◆ Stored dataset items
──────

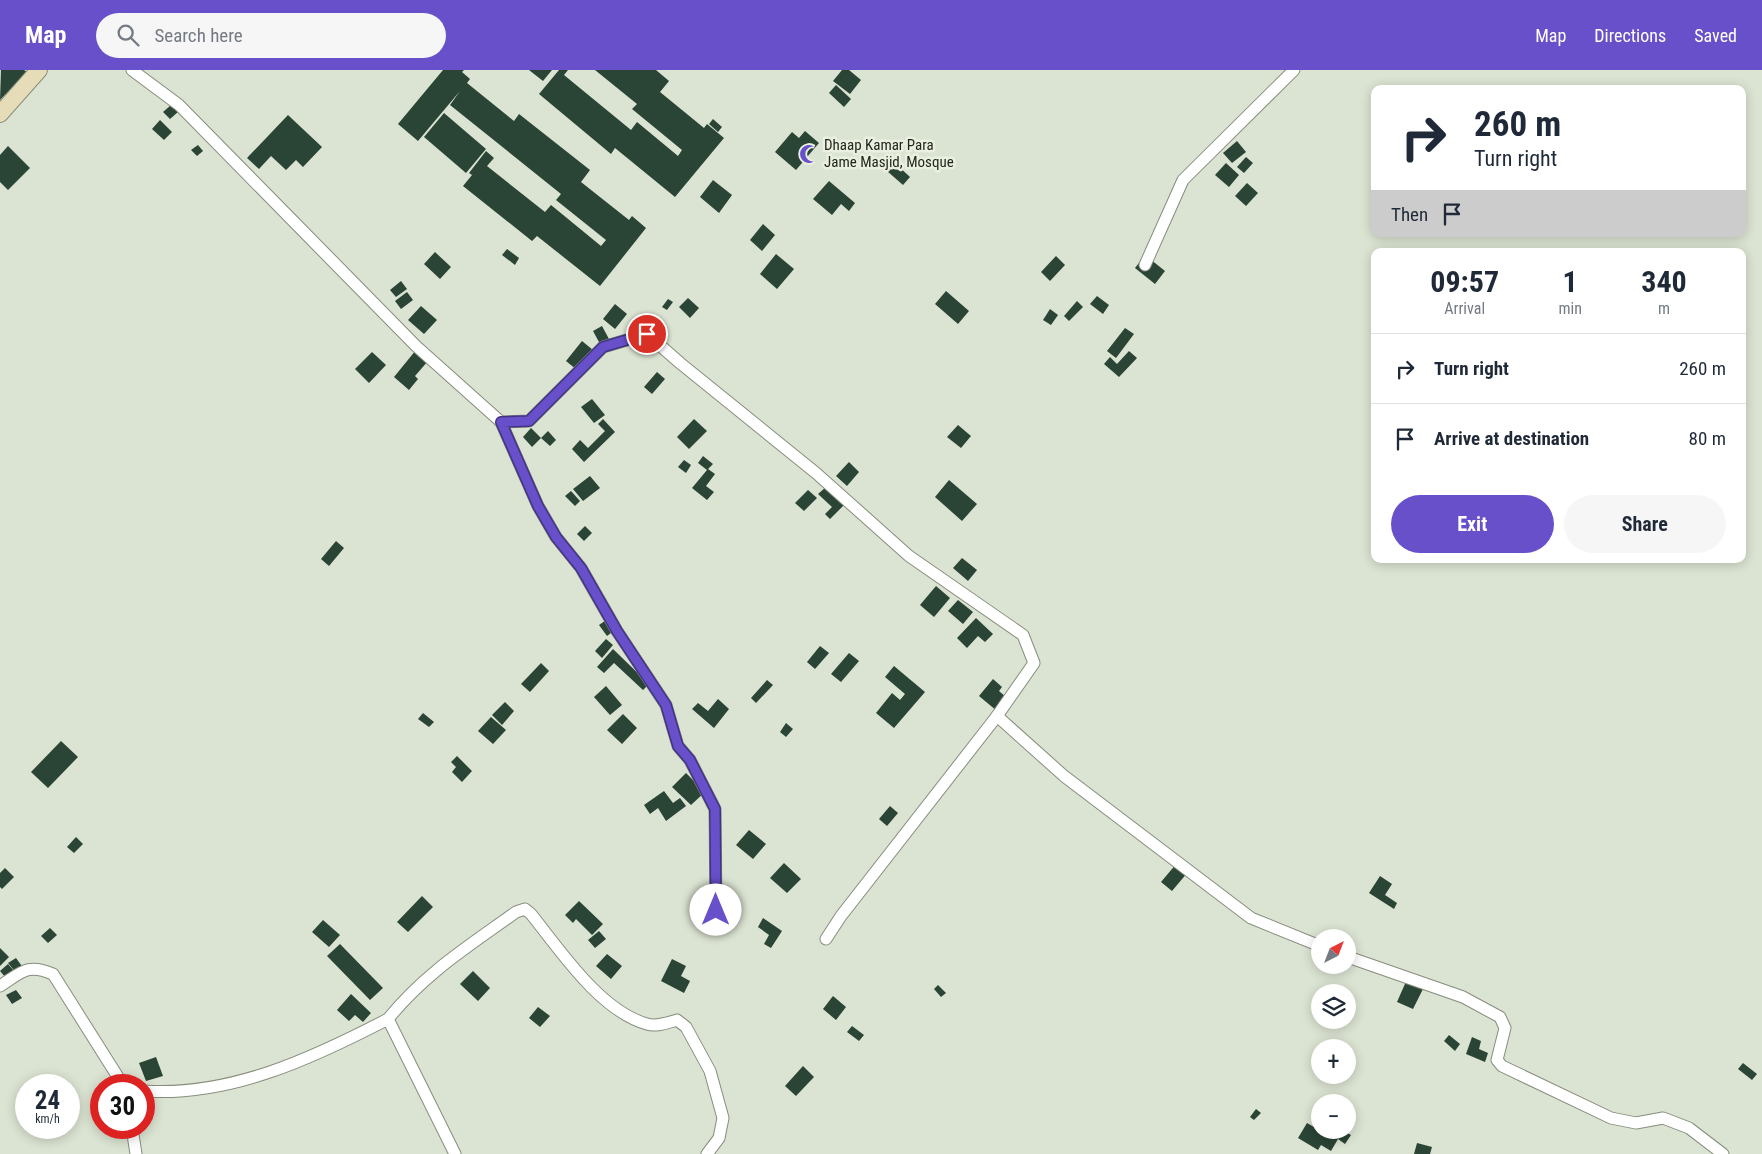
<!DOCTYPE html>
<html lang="en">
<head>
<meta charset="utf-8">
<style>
	body { margin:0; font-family:"Roboto Condensed",sans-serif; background:#f6f6f7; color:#1f2937; height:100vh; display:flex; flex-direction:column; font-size:19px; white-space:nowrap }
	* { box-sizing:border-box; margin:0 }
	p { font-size:16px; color:#747a83 }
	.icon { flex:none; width:28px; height:28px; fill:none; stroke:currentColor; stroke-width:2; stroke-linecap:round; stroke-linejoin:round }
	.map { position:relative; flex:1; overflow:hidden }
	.sheet { position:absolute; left:1371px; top:178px; width:375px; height:315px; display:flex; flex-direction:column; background:#fff; border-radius:10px; box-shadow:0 2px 12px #0003 }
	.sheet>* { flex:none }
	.banner { position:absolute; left:1371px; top:15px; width:375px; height:152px; border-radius:10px; box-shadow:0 2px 12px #0003; background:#fff; color:#1f2937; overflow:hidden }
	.needle { width:32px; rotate:42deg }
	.controls { position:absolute; left:1311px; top:859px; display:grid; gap:10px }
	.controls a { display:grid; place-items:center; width:45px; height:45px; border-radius:50%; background:#fff; box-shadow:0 2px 12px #0003; font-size:25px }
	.speed { position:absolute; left:15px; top:1004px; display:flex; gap:10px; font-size:25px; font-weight:700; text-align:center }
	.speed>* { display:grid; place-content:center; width:65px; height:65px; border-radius:50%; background:#fff; box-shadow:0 2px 12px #0003; line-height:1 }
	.speed small { font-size:12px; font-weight:400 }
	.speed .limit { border:8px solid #d22; background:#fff; color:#111 }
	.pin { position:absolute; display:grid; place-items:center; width:42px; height:42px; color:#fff; margin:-21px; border:2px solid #fff; border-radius:50%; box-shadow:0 1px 5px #0007 }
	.me { position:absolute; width:55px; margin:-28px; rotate:0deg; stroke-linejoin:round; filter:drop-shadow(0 0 4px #0008) }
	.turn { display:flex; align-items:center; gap:18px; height:105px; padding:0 20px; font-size:22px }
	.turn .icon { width:65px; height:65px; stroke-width:2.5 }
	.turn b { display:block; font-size:35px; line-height:42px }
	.then { display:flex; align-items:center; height:48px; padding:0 20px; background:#0003; gap:10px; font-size:19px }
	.eta { display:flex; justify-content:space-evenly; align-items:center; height:85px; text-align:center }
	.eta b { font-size:30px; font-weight:700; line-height:35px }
	.action { display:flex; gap:10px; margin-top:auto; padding:10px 20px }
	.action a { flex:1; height:58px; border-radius:30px; background:#6750c9; color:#fff; font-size:20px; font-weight:700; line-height:58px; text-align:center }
	.action a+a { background:#f6f6f7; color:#1f2937 }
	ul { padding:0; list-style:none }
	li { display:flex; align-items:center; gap:15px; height:70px; padding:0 20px; border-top:1px solid #e0e1e3 }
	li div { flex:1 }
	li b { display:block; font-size:19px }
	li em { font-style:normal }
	header { display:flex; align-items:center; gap:30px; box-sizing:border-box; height:70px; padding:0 25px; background:#6750c9; color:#fff }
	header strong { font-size:24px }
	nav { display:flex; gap:28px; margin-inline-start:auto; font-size:18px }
	.search { width:350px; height:45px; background:#f6f6f7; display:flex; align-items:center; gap:12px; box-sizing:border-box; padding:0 18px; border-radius:28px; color:#747a83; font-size:19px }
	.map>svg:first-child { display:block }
</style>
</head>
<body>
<header>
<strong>Map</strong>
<div class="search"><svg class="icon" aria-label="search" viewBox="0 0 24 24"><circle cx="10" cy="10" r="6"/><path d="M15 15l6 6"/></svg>Search here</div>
<nav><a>Map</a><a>Directions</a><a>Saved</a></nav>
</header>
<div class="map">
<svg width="1762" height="1084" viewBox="0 0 1762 1084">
	<rect width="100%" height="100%" fill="#dbe3d2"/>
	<g fill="#2a4435">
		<path d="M1,0H24L27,2L0,30Z"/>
		<path d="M443,0H464L462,2L470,9L467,13L514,51L519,44L590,100L581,112L629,150L632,146L646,158L600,216L537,166L532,171L463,116L472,105L469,103L486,81L494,88L487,96L545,142L551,135L601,176L606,170L556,130L561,124L450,35L460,21L418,71L398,54Z"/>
		<path d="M529,0H552L543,11Z"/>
		<path d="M559,0H568L564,5L631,60L637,52L678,86L682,80L632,39L637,34L595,0H656L669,11L660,22L704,58L707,54L724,68L675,127L615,78L611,84L539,24Z"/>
		<path d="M842,0H849L861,10L850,24L833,11Z"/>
		<path d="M836,15L851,29L844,37L829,23Z"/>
		<path d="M171,35L178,42L170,49L163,42Z"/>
		<path d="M444,43L486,79L466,103L424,67Z"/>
		<path d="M288,45L322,77L303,97L296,90L286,100L271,86L259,99L247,88Z"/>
		<path d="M713,49L722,57L718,62L709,54Z"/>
		<path d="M160,50L172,62L164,70L152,59Z"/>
		<path d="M805,61L819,73L796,100L775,82L792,62L799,68Z"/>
		<path d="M1237,71L1246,82L1232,93L1223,83Z"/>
		<path d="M198,75L203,81L197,86L191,80Z"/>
		<path d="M8,76L30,98L8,120L0,112V85Z"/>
		<path d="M1246,87L1253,93L1244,103L1237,97Z"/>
		<path d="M895,93L910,107L903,115L887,101Z"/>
		<path d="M1226,93L1239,105L1229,117L1215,105Z"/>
		<path d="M713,110L732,125L719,143L700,127Z"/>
		<path d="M829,111L855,133L849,141L841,134L832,145L813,129Z"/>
		<path d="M1247,113L1258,123L1246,136L1235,126Z"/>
		<path d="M763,154L775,165L762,181L750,170Z"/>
		<path d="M507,179L519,188L515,195L502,185Z"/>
		<path d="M435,182L451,197L440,209L424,194Z"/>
		<path d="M776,184L794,199L777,219L760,204Z"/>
		<path d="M1145,185L1165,201L1155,214L1135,198Z"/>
		<path d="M1056,186L1065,195L1050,211L1041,202Z"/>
		<path d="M401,211L407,219L396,227L390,220Z"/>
		<path d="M946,221L969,241L958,254L935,234Z"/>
		<path d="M407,222L413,230L401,239L395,231Z"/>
		<path d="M1097,226L1109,235L1103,244L1090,234Z"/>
		<path d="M688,228L699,238L690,248L679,237Z"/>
		<path d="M668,229L673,232L667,240L662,237Z"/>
		<path d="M1077,231L1083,237L1069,251L1064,246Z"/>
		<path d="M615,234L627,244L615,259L603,249Z"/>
		<path d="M421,236L437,250L424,264L408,250Z"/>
		<path d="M1050,239L1058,245L1051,255L1043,250Z"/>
		<path d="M602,256L609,269L600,274L593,261Z"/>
		<path d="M1125,258L1134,264L1116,288L1107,281Z"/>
		<path d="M582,271L593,280L577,300L566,291Z"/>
		<path d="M416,280L428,291L415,306L418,309L409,320L394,307Z"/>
		<path d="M1129,281L1137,288L1119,307L1104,294L1110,287L1117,294Z"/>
		<path d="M372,282L386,295L369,313L355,299Z"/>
		<path d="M657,302L665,309L652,324L644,317Z"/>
		<path d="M592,329L605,345L594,353L581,337Z"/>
		<path d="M603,349L615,362L584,392L572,379L580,370L588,378L605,361L598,354Z"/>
		<path d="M694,349L707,361L689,379L677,367Z"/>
		<path d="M958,355L971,366L961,378L947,367Z"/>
		<path d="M531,358L541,368L532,377L523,367Z"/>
		<path d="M548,361L556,370L550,376L541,368Z"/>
		<path d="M703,386L713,394L708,399L715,404L706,416L714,422L707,430L692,418L707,400L698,393Z"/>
		<path d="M684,390L691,395L686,403L678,397Z"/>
		<path d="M849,392L859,402L847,416L836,406Z"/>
		<path d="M590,406L600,418L583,431L573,419Z"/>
		<path d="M949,410L977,434L962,451L935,427Z"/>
		<path d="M826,417L845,434L830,449L825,444L832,437L818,424Z"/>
		<path d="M808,420L817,428L804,441L795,433Z"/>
		<path d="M571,421L580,431L575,436L565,426Z"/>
		<path d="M585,456L592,463L584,471L577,464Z"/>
		<path d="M336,471L344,478L329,496L321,489Z"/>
		<path d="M962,488L977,500L968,511L953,498Z"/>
		<path d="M936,516L950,528L934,547L920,535Z"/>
		<path d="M958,530L973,542L963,554L948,541Z"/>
		<path d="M609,548L616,559L607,566L599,555Z"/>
		<path d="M976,548L993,564L985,572L978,566L967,578L957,568Z"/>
		<path d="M606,569L613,575L602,588L595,581Z"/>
		<path d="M820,576L829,583L815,599L807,592Z"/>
		<path d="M613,579L649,614L643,620L614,593L604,603L597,597Z"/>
		<path d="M849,583L859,591L841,612L831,604Z"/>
		<path d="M541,593L549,601L530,622L521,614Z"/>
		<path d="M894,596L925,622L894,658L876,643L892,623L900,630L905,624L885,607Z"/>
		<path d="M993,609L1002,617L999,621L1007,628L997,641L979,626Z"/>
		<path d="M767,610L773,615L756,633L751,628Z"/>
		<path d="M606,616L622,635L610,645L594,627Z"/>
		<path d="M718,629L729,639L714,658L692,639L698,633L708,641Z"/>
		<path d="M505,632L514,641L502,655L492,645Z"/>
		<path d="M423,643L434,652L429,657L418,649Z"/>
		<path d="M623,644L637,658L622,674L607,660Z"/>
		<path d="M491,647L506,660L493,674L478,661Z"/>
		<path d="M786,653L793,659L786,667L780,662Z"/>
		<path d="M61,671L78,687L48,718L31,702Z"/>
		<path d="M457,686L472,701L462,712L452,702L456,697L451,692Z"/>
		<path d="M686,703L705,722L691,735L672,717Z"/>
		<path d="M664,721L673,733L680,728L686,736L666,751L658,738L650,744L644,735Z"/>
		<path d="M890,736L898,743L887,756L879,749Z"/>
		<path d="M749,760L766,774L753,789L736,775Z"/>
		<path d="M76,767L83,774L74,783L67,777Z"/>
		<path d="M784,793L801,809L787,823L770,808Z"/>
		<path d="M1177,793L1188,802L1172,821L1161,812Z"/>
		<path d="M5,798L14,807L2,819L0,817V803Z"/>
		<path d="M1380,806L1392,814L1385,825L1397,833L1394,839L1369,823Z"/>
		<path d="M422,826L433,837L408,862L397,852Z"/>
		<path d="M579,831L603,854L592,865L576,849L573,853L565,845Z"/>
		<path d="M763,848L782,861L771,878L764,874L769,865L758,857Z"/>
		<path d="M323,850L340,865L329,877L312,862Z"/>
		<path d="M50,858L57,865L48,873L41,866Z"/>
		<path d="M599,861L606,869L595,878L588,870Z"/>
		<path d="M340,874L383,918L370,930L327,886Z"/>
		<path d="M0,878L9,887L0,896Z"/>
		<path d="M607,884L622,896L611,909L596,896Z"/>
		<path d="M16,888L24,899L17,904L8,893Z"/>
		<path d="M672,889L686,896L681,906L690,911L684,923L661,911Z"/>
		<path d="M8,894L14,901L6,908L0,901Z"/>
		<path d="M473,901L490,918L478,931L460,914Z"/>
		<path d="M1408,907L1425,915L1413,939L1397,932Z"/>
		<path d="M938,915L946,923L941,927L934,919Z"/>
		<path d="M16,920L22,928L12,934L6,925Z"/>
		<path d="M351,924L371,943L363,952L355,945L349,951L337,940Z"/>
		<path d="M833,926L846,937L836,950L823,939Z"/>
		<path d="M538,937L550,946L540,957L529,948Z"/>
		<path d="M852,956L864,965L859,971L847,962Z"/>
		<path d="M1449,965L1460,974L1455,981L1444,971Z"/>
		<path d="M1472,967L1481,971L1479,979L1488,983L1485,992L1466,984Z"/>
		<path d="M156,987L163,1006L146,1011L139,993Z"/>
		<path d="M1743,993L1757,1004L1752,1010L1738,999Z"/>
		<path d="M803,996L814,1007L796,1026L785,1016Z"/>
		<path d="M1256,1039L1261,1043L1254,1050L1250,1047Z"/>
		<path d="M1307,1053L1328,1065L1331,1060H1342L1351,1065L1345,1074L1338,1069L1331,1081L1321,1075L1318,1080L1298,1068Z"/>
		<path d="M1417,1073L1432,1077L1430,1084H1414Z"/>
	</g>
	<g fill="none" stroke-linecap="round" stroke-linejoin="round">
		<g stroke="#868d7d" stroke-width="13">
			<g id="street">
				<path d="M132,0L179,35L416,276L501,352L529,351L603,277L647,264L680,293L816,403L909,486L1023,565L1034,593L997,646L1064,706L1251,848L1320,876"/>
				<path d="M1145,195L1183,110L1294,0"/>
				<path d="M501,352L538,436L556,467L581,498L617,561L666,635L678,676L690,690L715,739L716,840"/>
				<path d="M826,869L841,846L997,646"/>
				<path d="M1348,887L1463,927L1500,947L1505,958L1497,990L1502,996L1611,1048L1636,1053L1663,1048L1689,1058L1723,1084"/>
				<path d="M0,916C22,902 27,893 53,904L123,1015"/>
				<path d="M388,949C425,903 469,876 516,842L525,839L531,844C560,880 600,941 647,954C656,957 667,953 677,950L686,957L710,1001L723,1048L719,1068L707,1084"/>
				<path d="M144,1021C230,1027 313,988 388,949L455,1084"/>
				<path d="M132,1058L136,1084"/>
			</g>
		</g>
		<g stroke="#868d7d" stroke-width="18">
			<path id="secondary" d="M0,44L39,0"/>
		</g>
		<use href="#street" stroke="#fff" stroke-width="11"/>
		<use href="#secondary" stroke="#e6ddb8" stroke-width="16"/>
	</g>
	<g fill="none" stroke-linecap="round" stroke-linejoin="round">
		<g stroke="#433483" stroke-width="12">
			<path id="route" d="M647,264L603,277L529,351L501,352L538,436L556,467L581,498L617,561L666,635L678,676L690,690L715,739L716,840"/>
		</g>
		<use href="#route" stroke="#6750c9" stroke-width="9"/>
	</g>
	<defs>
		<g id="mosque-bare" transform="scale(1.5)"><path d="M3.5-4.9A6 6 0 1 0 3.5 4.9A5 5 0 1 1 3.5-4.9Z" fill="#6750c9" stroke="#e9f0df" stroke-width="2.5" paint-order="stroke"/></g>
	</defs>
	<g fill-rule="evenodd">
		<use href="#mosque-bare" x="809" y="84"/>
	</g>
	<g text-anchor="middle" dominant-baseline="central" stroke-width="5" stroke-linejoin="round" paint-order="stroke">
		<g font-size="15" fill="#23261f" stroke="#e9f0df" text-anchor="start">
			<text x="824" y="75">Dhaap Kamar Para<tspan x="824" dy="17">Jame Masjid, Mosque</tspan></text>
		</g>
	</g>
</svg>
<div class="controls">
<a><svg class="needle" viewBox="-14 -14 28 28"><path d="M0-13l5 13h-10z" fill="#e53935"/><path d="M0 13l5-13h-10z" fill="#747a83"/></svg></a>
<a><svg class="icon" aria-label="layers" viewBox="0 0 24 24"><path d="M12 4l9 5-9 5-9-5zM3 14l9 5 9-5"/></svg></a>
<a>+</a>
<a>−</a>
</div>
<div class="speed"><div>24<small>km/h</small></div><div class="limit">30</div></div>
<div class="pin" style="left:647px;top:264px;background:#d93025"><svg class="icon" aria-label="arrive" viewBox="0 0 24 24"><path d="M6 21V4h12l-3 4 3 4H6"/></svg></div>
<svg class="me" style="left:716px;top:840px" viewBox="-20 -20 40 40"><circle r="19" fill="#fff"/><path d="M0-13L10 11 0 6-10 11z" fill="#6750c9"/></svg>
<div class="banner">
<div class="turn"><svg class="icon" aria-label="right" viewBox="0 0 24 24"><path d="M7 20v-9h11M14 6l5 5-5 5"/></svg><div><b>260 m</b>Turn right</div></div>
<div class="then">Then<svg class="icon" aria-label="arrive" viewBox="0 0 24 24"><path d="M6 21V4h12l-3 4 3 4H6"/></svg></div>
</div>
<section class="sheet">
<div class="eta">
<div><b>09:57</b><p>Arrival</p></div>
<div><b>1</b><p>min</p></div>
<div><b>340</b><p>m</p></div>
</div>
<ul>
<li><svg class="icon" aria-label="right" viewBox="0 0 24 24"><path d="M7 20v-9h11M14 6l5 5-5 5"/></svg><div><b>Turn right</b></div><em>260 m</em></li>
<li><svg class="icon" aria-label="arrive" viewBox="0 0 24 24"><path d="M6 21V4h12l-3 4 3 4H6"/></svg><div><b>Arrive at destination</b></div><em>80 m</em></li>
</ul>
<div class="action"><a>Exit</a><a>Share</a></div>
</section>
</div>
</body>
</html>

──────

◆ Assignment
Every line in the records that holds the word "overflow" should be copied into the answer.

◆ Expected answer
	.map { position:relative; flex:1; overflow:hidden }
	.banner { position:absolute; left:1371px; top:15px; width:375px; height:152px; border-radius:10px; box-shadow:0 2px 12px #0003; background:#fff; color:#1f2937; overflow:hidden }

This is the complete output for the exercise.